Across all the entries below, how many lines mention the string "value"? Respond with a single number.

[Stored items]
- Opening Delimiter -
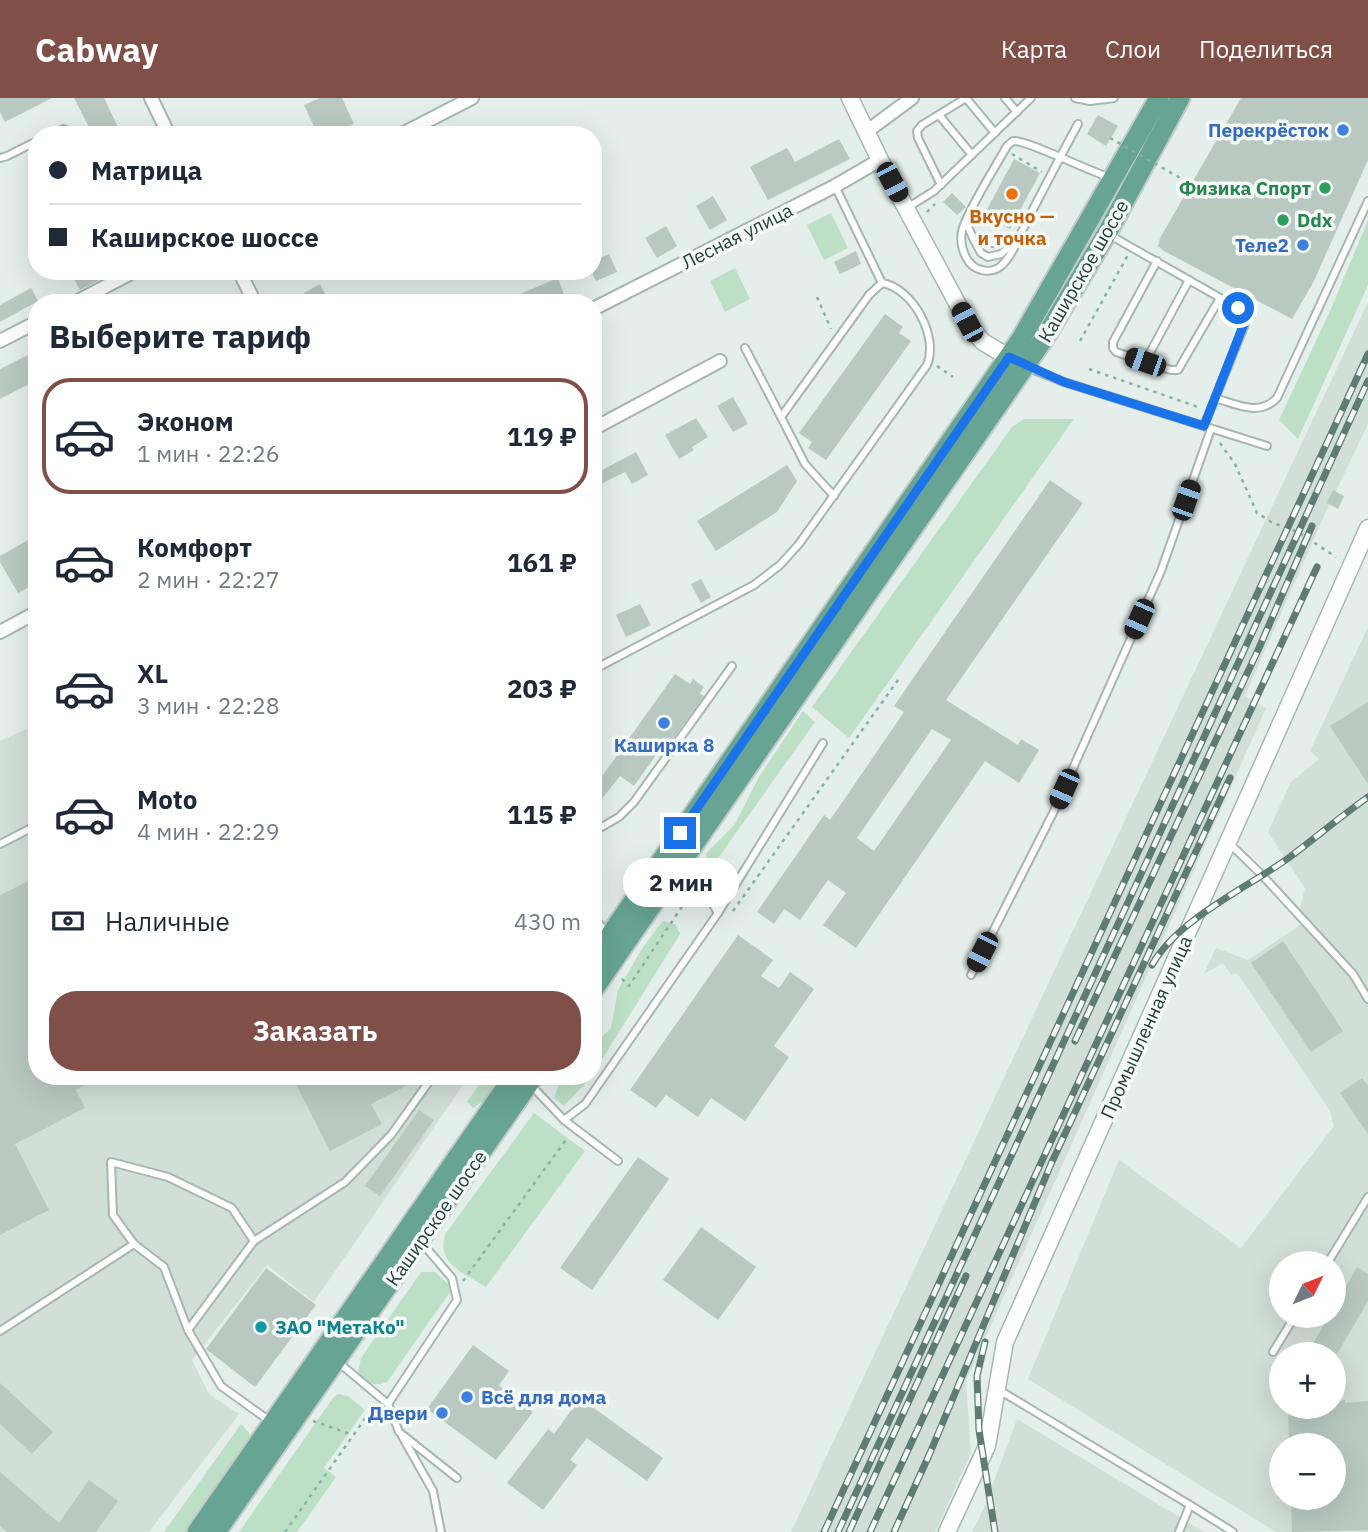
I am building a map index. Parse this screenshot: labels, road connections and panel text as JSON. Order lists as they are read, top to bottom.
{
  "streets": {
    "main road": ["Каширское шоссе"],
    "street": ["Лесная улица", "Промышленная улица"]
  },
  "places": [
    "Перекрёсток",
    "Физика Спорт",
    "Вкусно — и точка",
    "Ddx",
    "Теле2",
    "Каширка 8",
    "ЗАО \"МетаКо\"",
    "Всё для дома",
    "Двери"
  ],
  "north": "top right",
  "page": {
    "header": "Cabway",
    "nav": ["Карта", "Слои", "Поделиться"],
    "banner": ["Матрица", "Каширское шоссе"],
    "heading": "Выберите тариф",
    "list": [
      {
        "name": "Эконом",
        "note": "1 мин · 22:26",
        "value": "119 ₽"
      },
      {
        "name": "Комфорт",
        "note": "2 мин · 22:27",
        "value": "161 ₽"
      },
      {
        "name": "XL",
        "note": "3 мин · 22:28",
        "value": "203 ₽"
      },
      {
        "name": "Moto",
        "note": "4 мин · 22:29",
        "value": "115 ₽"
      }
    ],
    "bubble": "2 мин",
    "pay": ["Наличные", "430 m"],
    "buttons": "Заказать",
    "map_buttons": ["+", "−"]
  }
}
- Closing Delimiter -
- [Reply to the task]: 4